Monday, 22 November 2010

Bungklang Bungkling: Radikal (Radicalism) by Wayan Juniartha

Taken from ‘Bungklang Bungkling’, ‘Radikal’, a column by I Wayan Juniartha, published in Bali Post, Sunday 14th November 2010. Translated by Putu Semiada

Radikal (Radicalism)

Everyone is talking quietly: they are discussing a hot issue.

“I heard that Muslim students are given lessons about ‘jihad’ during their religion class,” says I Made Simpang Siur (I Made Talk Cheap).

When there is a hot issue, it is I Made who knows what’ ups. It makes sense as he spends most of his time hanging around and he gossips a lot.

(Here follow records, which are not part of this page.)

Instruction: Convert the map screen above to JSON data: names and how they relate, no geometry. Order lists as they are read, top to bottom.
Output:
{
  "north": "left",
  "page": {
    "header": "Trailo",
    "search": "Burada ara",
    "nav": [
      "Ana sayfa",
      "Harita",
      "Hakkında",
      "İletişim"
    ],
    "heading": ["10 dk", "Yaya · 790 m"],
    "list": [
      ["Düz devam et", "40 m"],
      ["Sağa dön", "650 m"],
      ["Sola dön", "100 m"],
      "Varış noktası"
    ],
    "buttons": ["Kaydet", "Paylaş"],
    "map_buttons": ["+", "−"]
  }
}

Even though the news has not yet been confirmed, everyone has started discussing it seriously. Gossiping is popular here. They don’t like discussing news that is based on fact.

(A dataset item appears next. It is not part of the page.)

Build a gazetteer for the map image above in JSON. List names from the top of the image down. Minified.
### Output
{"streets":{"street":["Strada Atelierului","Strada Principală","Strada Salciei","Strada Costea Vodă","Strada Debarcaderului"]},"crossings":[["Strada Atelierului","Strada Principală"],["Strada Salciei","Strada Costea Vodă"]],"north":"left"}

What is there to discuss if everything is clear?

“The government should take proper action. Why do they teach young children about violence, holy war, defending religious belief and fight others in the name of God,” comments I Wayan Pengamat Sosial, Budaya dan Pendidikan (I Wayan Social, Culture and Education observer).

Everyone laughs when they hear I Wayan’s comment: He always gives comments when people discuss certain topics. At the end of discussions, they always blame the government.

“As a matter of fact, our government talks but no action: they are very slow in taking decision.”

You cannot expect them to take fast and straight action,” says I Putu Sing Pati Rungu (I Putu Do not Care At All).

The government only started making teams, arranging meetings and do coordination two days after the big tsunami in Mentawai. Due to their unprofessional action, one of them team member was even left off by the boat which left for Mentawai.

Due to their slow actions, the suspected and jailed tax corruptor Gayus went to Bali for holiday.

“If we don’t take any immediate action, this will become a big problem. The students will become radical people when they are grown up, or even terrorists,” adds I Made.

Everyone nods: they seem very excited as their hearts beat faster when they discuss about radicalism, terrorism, and they want to take immediate action.

Only I Putu gives no comment.

“I think all religions teach about violence and fight in the name of God or defend the truth through violence,” he says.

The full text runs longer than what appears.